MobileNet combat: tensorflow2.X version, MobileNetV2 image classification task (large data set)

Get into the habit of writing together! This is the 10th day of my participation in the "Nuggets Daily New Plan · April Update Challenge", click to view the details of the event .

Summary

In this example, part of the data in the plant seedling dataset is extracted as a dataset. There are 12 categories of datasets. Today, I will implement the image classification task of tensorflow2.X version with you. The classification model uses MobileNetV2. The algorithm implemented in this paper has the following characteristics:

1. The image loading method is customized, which is more flexible and efficient. It does not need to load the image into the memory at one time, which saves memory and is suitable for large-scale data sets.
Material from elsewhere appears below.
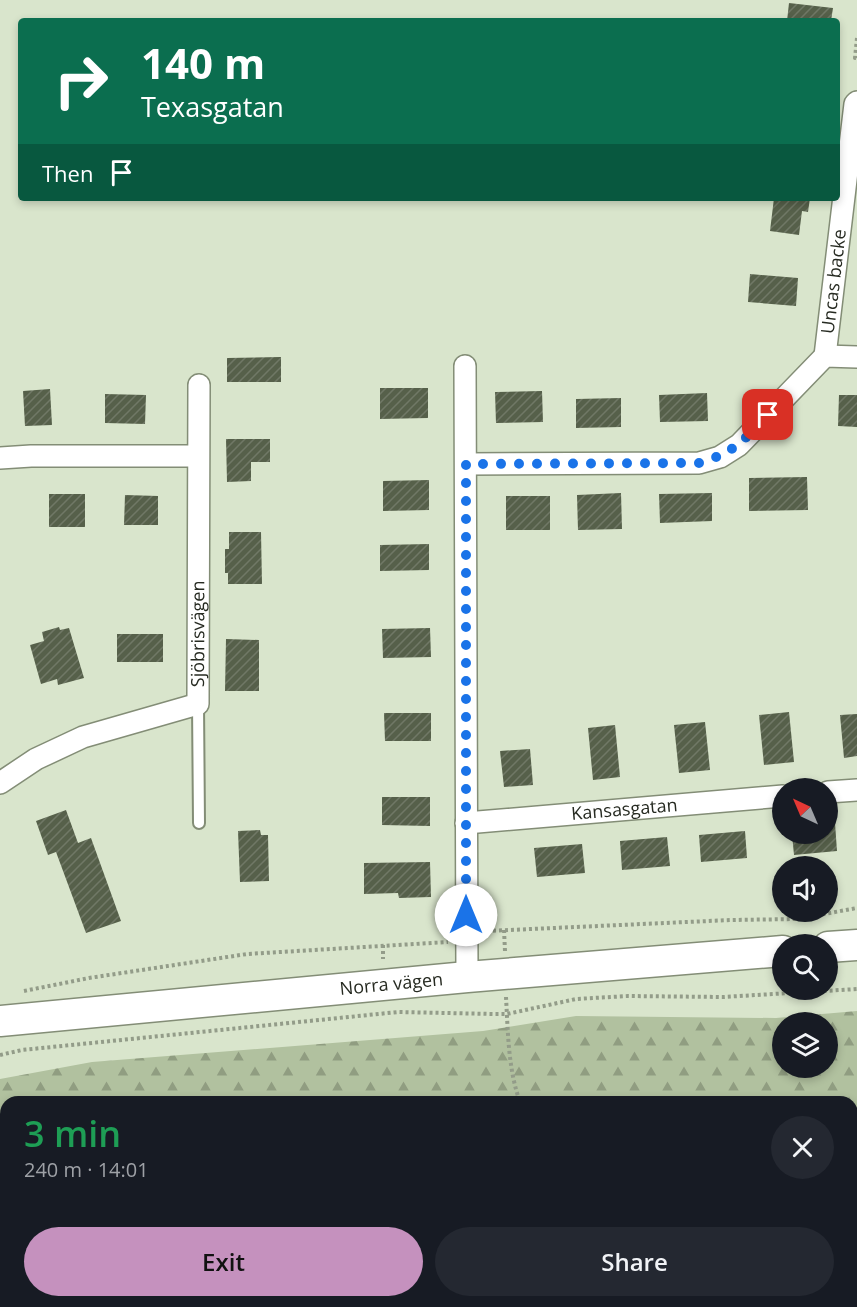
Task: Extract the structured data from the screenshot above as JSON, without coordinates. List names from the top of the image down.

2. Load the pre-trained weights of the model, and the training time is shorter.

3. Albumentations are selected for data enhancement.

For a more detailed explanation of MobileNetV2, you can refer to the following articles:

wanghao.blog.csdn.net/article/det…

Project structure

MobileNetV2_demo
├─data
│  ├─test
│  └─train
│      ├─Black-grass
│      ├─Charlock
│      ├─Cleavers
│      ├─Common Chickweed
│      ├─Common wheat
│      ├─Fat Hen
│      ├─Loose Silky-bent
│      ├─Maize
│      ├─Scentless Mayweed
│      ├─Shepherds Purse
│      ├─Small-flowered Cranesbill
│      └─Sugar beet
├─train.py
├─test1.py
└─test.py
复制代码

train

New train.py

The first step is to import the required data package and set the global parameters

import numpy as np
from tensorflow.keras.optimizers import Adam
import cv2
from tensorflow.keras.preprocessing.image import img_to_array
from sklearn.model_selection import train_test_split
from tensorflow.python.keras.callbacks import ModelCheckpoint, ReduceLROnPlateau
from tensorflow.keras.applications import MobileNetV2
import os
from tensorflow.python.keras.layers import Dense
from tensorflow.python.keras.models import Sequential
import albumentations

norm_size = 224
datapath = 'data/train'
EPOCHS = 100
INIT_LR = 1e-3
labelList = []
dicClass = {'Black-grass': 0, 'Charlock': 1, 'Cleavers': 2, 'Common Chickweed': 3, 'Common wheat': 4, 'Fat Hen': 5, 'Loose Silky-bent': 6,
            'Maize': 7, 'Scentless Mayweed': 8, 'Shepherds Purse': 9, 'Small-flowered Cranesbill': 10, 'Sugar beet': 11}
classnum = 12
batch_size = 16
np.random.seed(42)
复制代码

It can be seen here that the version above tensorflow 2.0 integrates Keras. We do not need to install Keras separately when using it. The previous code is upgraded to the version above tensorflow 2.0 and tensorflow can be added in front of keras.

After tensorflow is finished, let me explain a few important global parameters:

  • norm_size = 224, set the size of the input image, the default image size of MobileNetV2 is 224×224.

  • datapath = 'data/train', set the path where the pictures are stored. Here, it should be explained that if there are many pictures, they must not be placed in the project directory, otherwise Pycharm will browse all the pictures when loading the project, which is very slow.

  • EPOCHS = 100, the number of epochs, how much is appropriate to set the epoch, this problem is very tangled, generally setting 300 is enough, if you feel that the training is not good, then load the model for training.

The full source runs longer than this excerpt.